───── Supplied material ─────
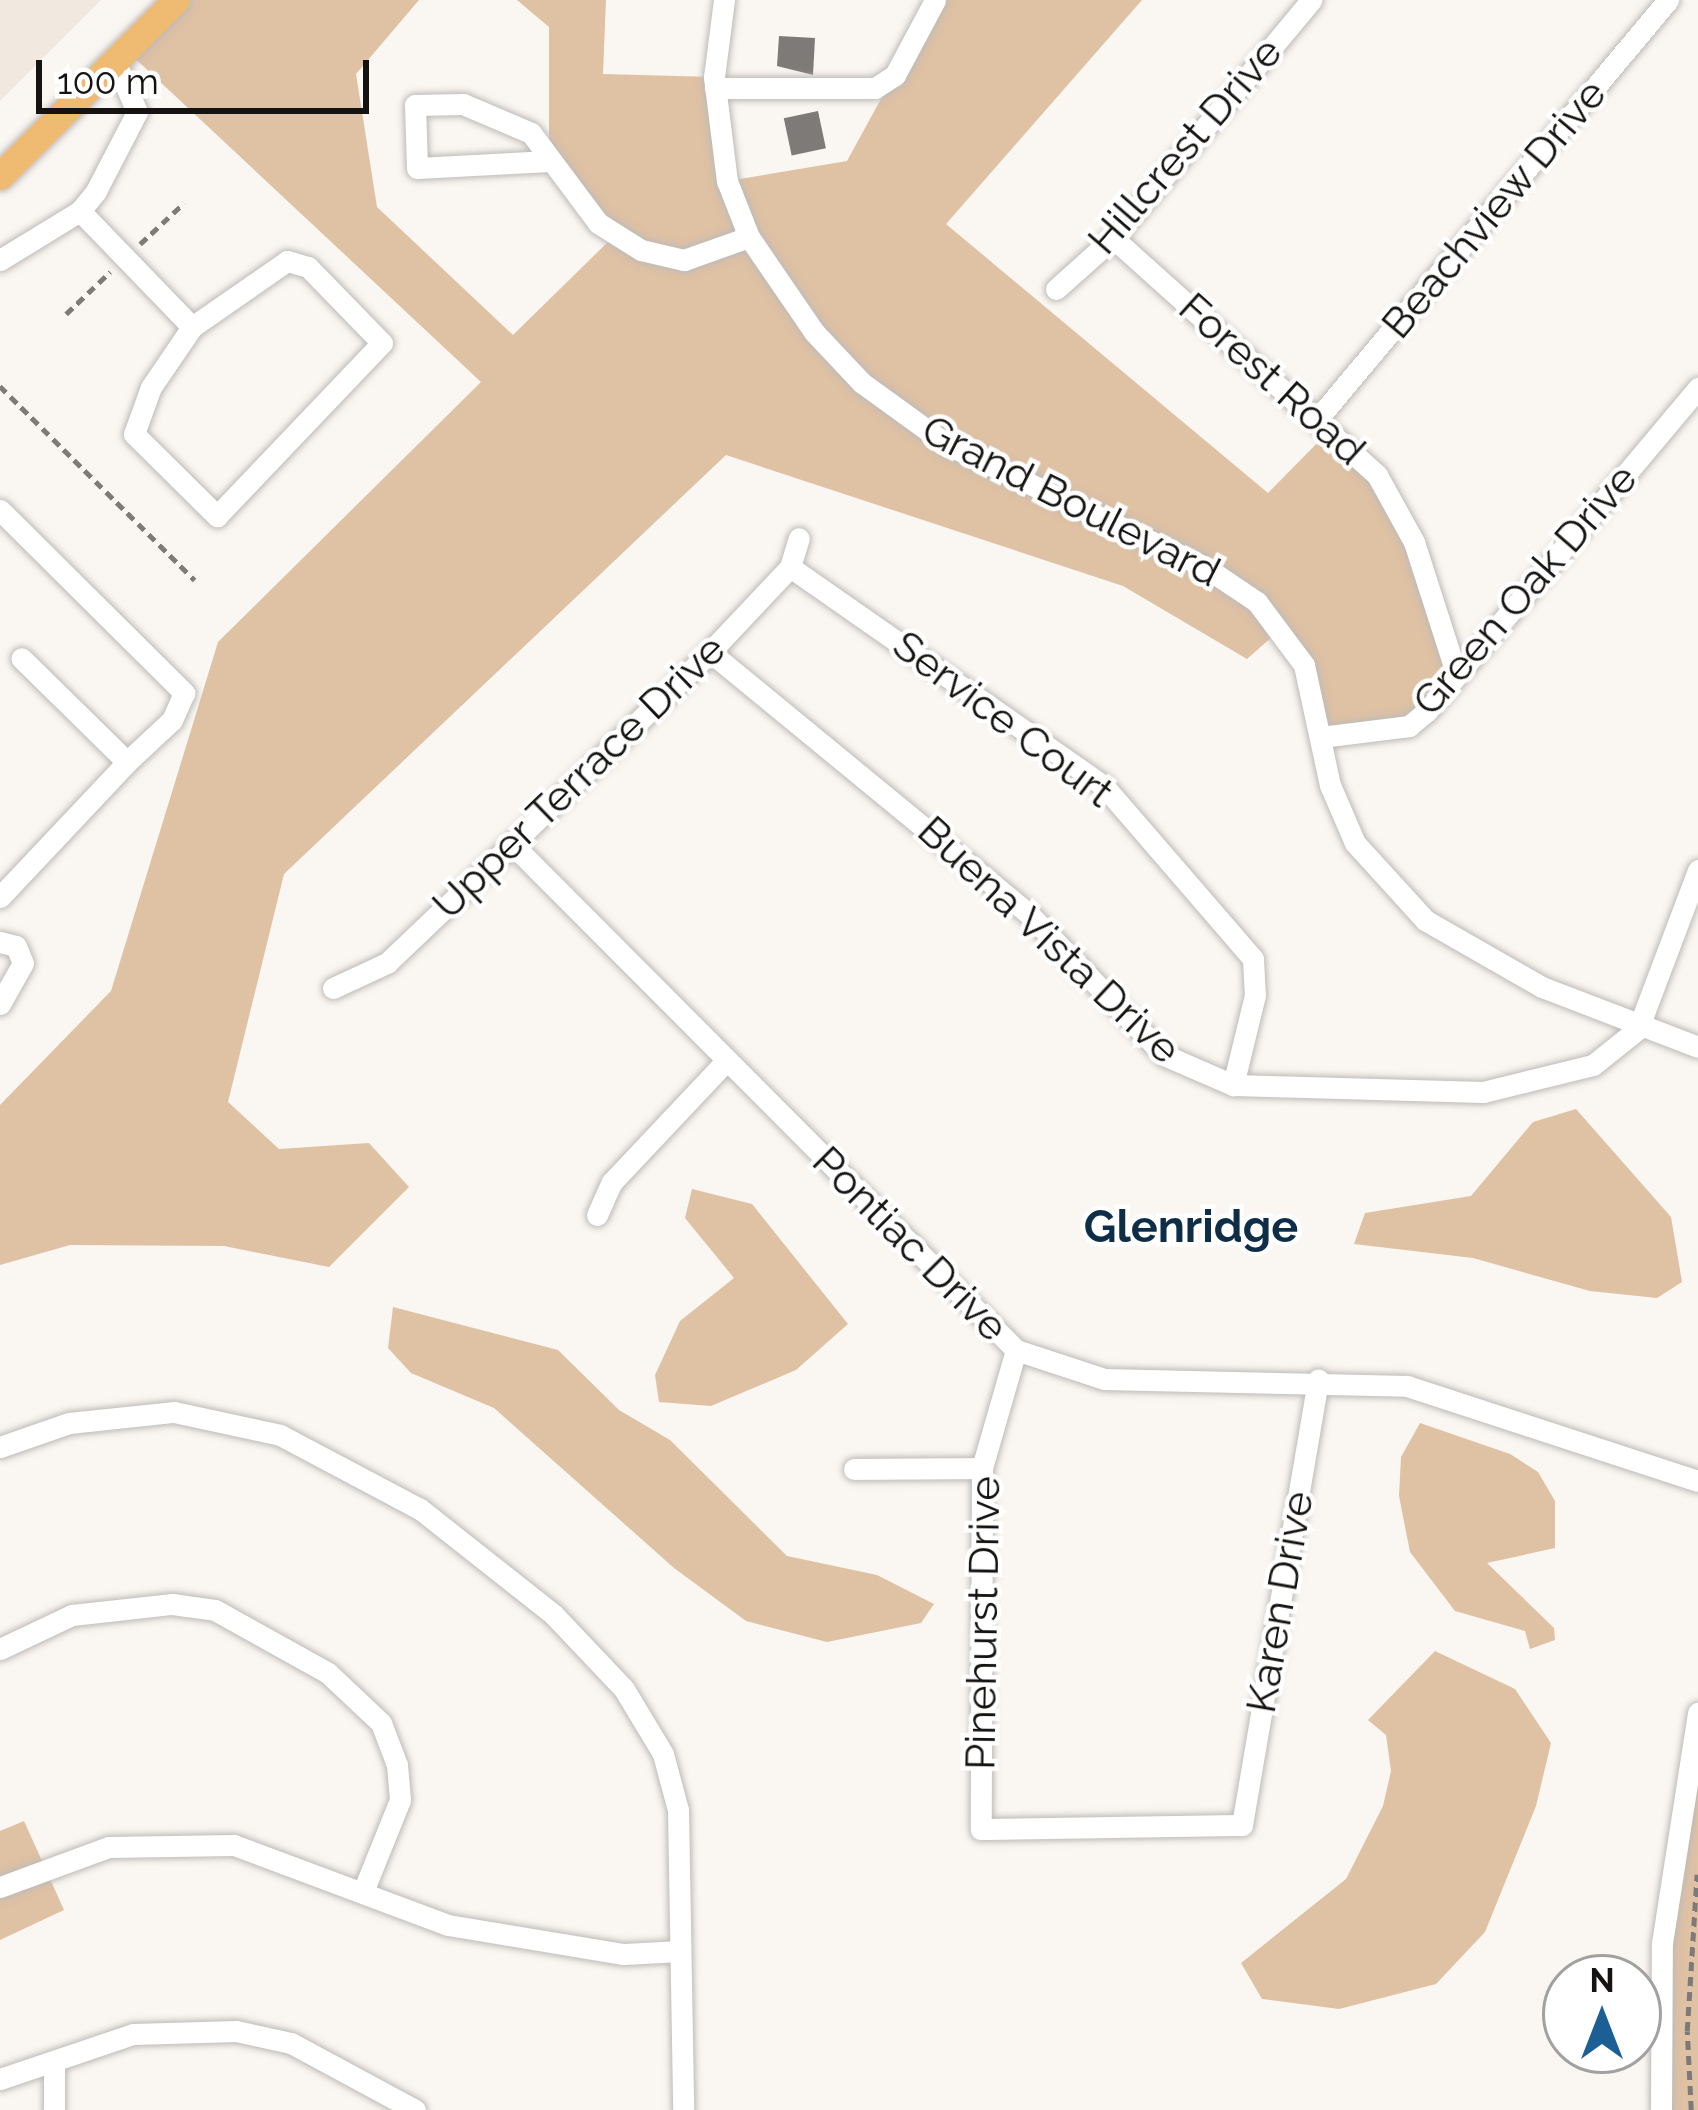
<!DOCTYPE html>
<style>
body{margin:0}
#map{position:relative;width:1698px;height:2110px;overflow:hidden;background:#faf6f2;font-family:Raleway,sans-serif}
div>[style]{position:absolute}
[style*='--x']{left:calc(var(--x)*1px);top:calc(var(--y)*1px);width:calc(var(--w)*1px);rotate:calc(var(--a)*1deg)}
.built>*{inset:0;background:#f1e8df}
.green>*{inset:0;background:#dfc1a4}
.building>*{inset:0;background:#7e7a77;transform-origin:0 0}
.path>*{height:4.5px;margin-top:-2.25px;transform-origin:0;background:repeating-linear-gradient(90deg,#7d7a77 0 9px,transparent 0 15px)}
.roads{filter:drop-shadow(0 0 3px #bebbb7) drop-shadow(0 0 3px #bebbb7)}
.minor>*{height:21px;margin:-10.5px;padding:0 10.5px;transform-origin:10.5px;border-radius:10.5px;background:#fff}
.major>*{height:27px;margin:-13.5px;padding:0 13.5px;transform-origin:13.5px;border-radius:13.5px;background:#efbb73}
span{translate:-50% -50%;white-space:nowrap;text-align:center;line-height:1.15;-webkit-text-stroke:9px #fff;paint-order:stroke}
.street-label{font-size:42px;color:#141311}
.neighbourhood-label{font-size:45px;color:#0e2d47;font-weight:700}
.north{position:absolute;left:1542px;top:1954px;width:120px;height:120px;box-sizing:border-box;background:#fff;border:3px solid #a1a1a0;border-radius:50%;rotate:0deg;font-size:33px;font-weight:700;line-height:48px;text-align:center;color:#141311}
.north::after{content:'';display:block;margin:auto;width:42px;height:54px;background:#1b5f94;clip-path:polygon(50% 0,100% 100%,50% 72%,0 100%)}
.scale{position:absolute;left:36px;top:60px;width:333px;height:54px;box-sizing:border-box;border:6px solid #141311;border-top:0;padding-left:15px;font-size:36px;line-height:42px;white-space:nowrap;color:#141311;-webkit-text-stroke:9px #fff;paint-order:stroke}
</style>
<div id="map">
<div class="built">
<div style="clip-path:polygon(0 0,101px 0,0 101px)"></div>
</div>
<div class="green">
<div style="clip-path:polygon(176px 0,419px 0,356px 74px,377px 207px,513px 335px,614px 236px,549px 161px,549px 27px,517px 0,606px 0,603px 74px,714px 77px,728px 181px,847px 161px,935px 0,1142px 0,946px 224px,1268px 493px,1331px 429px,1377px 475px,1456px 673px,1427px 711px,1321px 737px,1281px 629px,1247px 659px,1123px 586px,726px 455px,284px 874px,228px 1102px,279px 1149px,369px 1143px,409px 1187px,329px 1267px,224px 1246px,70px 1245px,0 1265px,0 1105px,111px 991px,218px 642px,481px 382px,126px 50px)"></div>
<div style="clip-path:polygon(1576px 1109px,1671px 1217px,1682px 1282px,1657px 1298px,1590px 1291px,1473px 1258px,1354px 1244px,1365px 1213px,1471px 1196px,1533px 1122px)"></div>
<div style="clip-path:polygon(692px 1189px,752px 1204px,848px 1324px,796px 1370px,711px 1406px,659px 1402px,655px 1375px,680px 1321px,734px 1278px,685px 1218px)"></div>
<div style="clip-path:polygon(393px 1307px,558px 1350px,619px 1410px,670px 1440px,787px 1556px,877px 1575px,934px 1604px,921px 1623px,827px 1642px,746px 1621px,674px 1568px,494px 1408px,411px 1373px,388px 1348px)"></div>
<div style="clip-path:polygon(1420px 1423px,1510px 1454px,1538px 1472px,1555px 1501px,1555px 1548px,1487px 1563px,1554px 1628px,1555px 1640px,1530px 1649px,1525px 1631px,1455px 1611px,1410px 1552px,1399px 1496px,1401px 1457px)"></div>
<div style="clip-path:polygon(1435px 1651px,1515px 1689px,1551px 1743px,1536px 1806px,1485px 1932px,1436px 1984px,1339px 2009px,1262px 1999px,1241px 1963px,1346px 1879px,1383px 1806px,1391px 1771px,1386px 1735px,1368px 1720px)"></div>
<div style="clip-path:polygon(1698px 1713px,1698px 2110px,1661px 2110px,1662px 1943px)"></div>
<div style="clip-path:polygon(24px 1821px,64px 1910px,0 1940px,0 1831px)"></div>
</div>
<div class="building">
<div style="clip-path:polygon(779px 36px,815px 38px,813px 75px,777px 66px)"></div>
<div style="left:818px;top:111px;width:38px;height:35px;rotate:78deg"></div>
</div>
<div class="path">
<div style="--x:140;--y:244;--w:60;--a:-43"></div>
<div style="--x:66;--y:314;--w:61;--a:-43.7"></div>
<div style="--x:0;--y:386;--w:275;--a:44.9"></div>
<div style="--x:1691;--y:2110;--w:79;--a:-92.9"></div>
<div style="--x:1687;--y:2031;--w:157;--a:-86.4"></div>
</div>
<div class="roads">
<div class="minor">
<div style="--x:724;--y:0;--w:78;--a:97.4"></div>
<div style="--x:714;--y:77;--w:105;--a:82.9"></div>
<div style="--x:727;--y:181;--w:60;--a:68.6"></div>
<div style="--x:749;--y:237;--w:115;--a:55.6"></div>
<div style="--x:814;--y:332;--w:70;--a:46.7"></div>
<div style="--x:862;--y:383;--w:106;--a:35.8"></div>
<div style="--x:948;--y:445;--w:284;--a:25.4"></div>
<div style="--x:1205;--y:567;--w:63;--a:33.9"></div>
<div style="--x:1257;--y:602;--w:79;--a:53.3"></div>
<div style="--x:1304;--y:665;--w:123;--a:77.8"></div>
<div style="--x:1330;--y:785;--w:63;--a:66.7"></div>
<div style="--x:1355;--y:843;--w:104;--a:47.7"></div>
<div style="--x:1425;--y:920;--w:135;--a:29.8"></div>
<div style="--x:1542;--y:987;--w:167;--a:21"></div>
<div style="--x:715;--y:88;--w:160;--a:0"></div>
<div style="--x:875;--y:88;--w:24;--a:-33"></div>
<div style="--x:895;--y:75;--w:85;--a:-61.9"></div>
<div style="--x:549;--y:161;--w:132;--a:177"></div>
<div style="--x:417;--y:168;--w:63;--a:-91.8"></div>
<div style="--x:415;--y:105;--w:48;--a:-1.2"></div>
<div style="--x:463;--y:104;--w:74;--a:23.1"></div>
<div style="--x:531;--y:133;--w:112;--a:53.3"></div>
<div style="--x:598;--y:223;--w:51;--a:32.1"></div>
<div style="--x:641;--y:250;--w:44;--a:13.1"></div>
<div style="--x:684;--y:260;--w:69;--a:-19.5"></div>
<div style="--x:80;--y:211;--w:161;--a:46"></div>
<div style="--x:192;--y:327;--w:73;--a:124.3"></div>
<div style="--x:151;--y:387;--w:50;--a:109.9"></div>
<div style="--x:134;--y:434;--w:117;--a:44.7"></div>
<div style="--x:217;--y:516;--w:239;--a:-46.4"></div>
<div style="--x:382;--y:343;--w:106;--a:-134.2"></div>
<div style="--x:308;--y:267;--w:22;--a:-164"></div>
<div style="--x:287;--y:261;--w:116;--a:145.2"></div>
<div style="--x:1113;--y:238;--w:355;--a:41.9"></div>
<div style="--x:1377;--y:475;--w:77;--a:61.1"></div>
<div style="--x:1414;--y:542;--w:138;--a:72.2"></div>
<div style="--x:0;--y:260;--w:94;--a:-31.5"></div>
<div style="--x:80;--y:211;--w:26;--a:-51"></div>
<div style="--x:96;--y:191;--w:89;--a:-62.6"></div>
<div style="--x:137;--y:112;--w:56;--a:-113.3"></div>
<div style="--x:1056;--y:289;--w:76;--a:-41.8"></div>
<div style="--x:1113;--y:238;--w:310;--a:-50.2"></div>
<div style="--x:1319;--y:417;--w:544;--a:-50.07"></div>
<div style="--x:0;--y:510;--w:260;--a:44.8"></div>
<div style="--x:184;--y:693;--w:30;--a:114"></div>
<div style="--x:172;--y:720;--w:62;--a:137"></div>
<div style="--x:790;--y:567;--w:381;--a:34.9"></div>
<div style="--x:1103;--y:785;--w:230;--a:49.2"></div>
<div style="--x:1253;--y:959;--w:36;--a:87"></div>
<div style="--x:1255;--y:995;--w:93;--a:103.7"></div>
<div style="--x:710;--y:652;--w:410;--a:39.4"></div>
<div style="--x:1027;--y:912;--w:198;--a:46.2"></div>
<div style="--x:1164;--y:1055;--w:75;--a:23.5"></div>
<div style="--x:1233;--y:1085;--w:250;--a:1.6"></div>
<div style="--x:1483;--y:1092;--w:113;--a:-13.8"></div>
<div style="--x:1593;--y:1065;--w:58;--a:-38.7"></div>
<div style="--x:1638;--y:1029;--w:170;--a:-69.3"></div>
<div style="--x:1321;--y:737;--w:89;--a:-7.1"></div>
<div style="--x:1409;--y:726;--w:23;--a:-40"></div>
<div style="--x:1427;--y:711;--w:422;--a:-50"></div>
<div style="--x:512;--y:844;--w:714;--a:45.11"></div>
<div style="--x:1016;--y:1350;--w:93;--a:18.2"></div>
<div style="--x:1104;--y:1379;--w:303;--a:1.3"></div>
<div style="--x:1407;--y:1386;--w:306;--a:18.1"></div>
<div style="--x:0;--y:897;--w:185;--a:-46.7"></div>
<div style="--x:127;--y:762;--w:148;--a:-135.5"></div>
<div style="--x:0;--y:942;--w:16;--a:14"></div>
<div style="--x:16;--y:946;--w:18;--a:68"></div>
<div style="--x:23;--y:963;--w:47;--a:119.3"></div>
<div style="--x:333;--y:988;--w:60;--a:-24.8"></div>
<div style="--x:387;--y:963;--w:173;--a:-43.6"></div>
<div style="--x:512;--y:844;--w:276;--a:-44.1"></div>
<div style="--x:710;--y:652;--w:117;--a:-46.7"></div>
<div style="--x:790;--y:567;--w:30;--a:-73"></div>
<div style="--x:597;--y:1215;--w:36;--a:-66"></div>
<div style="--x:612;--y:1182;--w:165;--a:-46.7"></div>
<div style="--x:1016;--y:1350;--w:123;--a:106.1"></div>
<div style="--x:982;--y:1468;--w:361;--a:90.2"></div>
<div style="--x:981;--y:1829;--w:261;--a:-0.9"></div>
<div style="--x:1242;--y:1825;--w:452;--a:-80.3"></div>
<div style="--x:0;--y:1447;--w:73;--a:-19.2"></div>
<div style="--x:69;--y:1423;--w:106;--a:-6"></div>
<div style="--x:174;--y:1412;--w:108;--a:12.2"></div>
<div style="--x:280;--y:1435;--w:158;--a:27.9"></div>
<div style="--x:420;--y:1509;--w:169;--a:38.3"></div>
<div style="--x:553;--y:1614;--w:103;--a:46.6"></div>
<div style="--x:624;--y:1689;--w:76;--a:59"></div>
<div style="--x:663;--y:1754;--w:58;--a:75"></div>
<div style="--x:678;--y:1810;--w:300;--a:89"></div>
<div style="--x:854;--y:1469;--w:128;--a:-0.4"></div>
<div style="--x:0;--y:1649;--w:80;--a:-25.3"></div>
<div style="--x:72;--y:1615;--w:101;--a:-6.3"></div>
<div style="--x:172;--y:1604;--w:43;--a:7.9"></div>
<div style="--x:215;--y:1610;--w:129;--a:29.1"></div>
<div style="--x:328;--y:1673;--w:73;--a:43.3"></div>
<div style="--x:381;--y:1723;--w:45;--a:69.1"></div>
<div style="--x:397;--y:1765;--w:35;--a:85"></div>
<div style="--x:400;--y:1800;--w:96;--a:112"></div>
<div style="--x:0;--y:1887;--w:116;--a:-20.2"></div>
<div style="--x:109;--y:1847;--w:125;--a:-0.9"></div>
<div style="--x:234;--y:1845;--w:228;--a:20.5"></div>
<div style="--x:448;--y:1925;--w:178;--a:9.4"></div>
<div style="--x:624;--y:1954;--w:56;--a:-3.1"></div>
<div style="--x:54;--y:2063;--w:47;--a:90"></div>
<div style="--x:0;--y:2079;--w:140;--a:-18.7"></div>
<div style="--x:133;--y:2034;--w:103;--a:-1.7"></div>
<div style="--x:236;--y:2031;--w:56;--a:12.3"></div>
<div style="--x:291;--y:2043;--w:141;--a:28.4"></div>
<div style="--x:1661;--y:2110;--w:167;--a:-89.7"></div>
<div style="--x:1662;--y:1943;--w:233;--a:-81.1"></div>
</div>
<div class="major">
<div style="--x:0;--y:176;--w:249;--a:-45"></div>
</div>
</div>
<div class="street-label">
<span style="left:1185px;top:146px;rotate:-49deg">Hillcrest Drive</span>
<span style="left:1494px;top:209px;rotate:-50deg">Beachview Drive</span>
<span style="left:1272px;top:379px;rotate:42deg">Forest Road</span>
<span style="left:1071px;top:501px;rotate:27deg">Grand Boulevard</span>
<span style="left:1525px;top:590px;rotate:-49deg">Green Oak Drive</span>
<span style="left:1003px;top:719px;rotate:37deg">Service Court</span>
<span style="left:579px;top:777px;rotate:-44deg">Upper Terrace Drive</span>
<span style="left:1049px;top:940px;rotate:43deg">Buena Vista Drive</span>
<span style="left:910px;top:1244px;rotate:45deg">Pontiac Drive</span>
<span style="left:1280px;top:1602px;rotate:-80deg">Karen Drive</span>
<span style="left:983px;top:1623px;rotate:-89deg">Pinehurst Drive</span>
</div>
<div class="neighbourhood-label">
<span style="left:1191px;top:1227px">Glenridge</span>
</div>
<div class="north">N</div>
<div class="scale">100 m</div>
</div>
─────
About this task:
Write out exactly the lines of the material above, starting with the first and finishing with the line that contains "3px #bebbb7) drop-shadow(0", without pictures.

Finished exercise:
<!DOCTYPE html>
<style>
body{margin:0}
#map{position:relative;width:1698px;height:2110px;overflow:hidden;background:#faf6f2;font-family:Raleway,sans-serif}
div>[style]{position:absolute}
[style*='--x']{left:calc(var(--x)*1px);top:calc(var(--y)*1px);width:calc(var(--w)*1px);rotate:calc(var(--a)*1deg)}
.built>*{inset:0;background:#f1e8df}
.green>*{inset:0;background:#dfc1a4}
.building>*{inset:0;background:#7e7a77;transform-origin:0 0}
.path>*{height:4.5px;margin-top:-2.25px;transform-origin:0;background:repeating-linear-gradient(90deg,#7d7a77 0 9px,transparent 0 15px)}
.roads{filter:drop-shadow(0 0 3px #bebbb7) drop-shadow(0 0 3px #bebbb7)}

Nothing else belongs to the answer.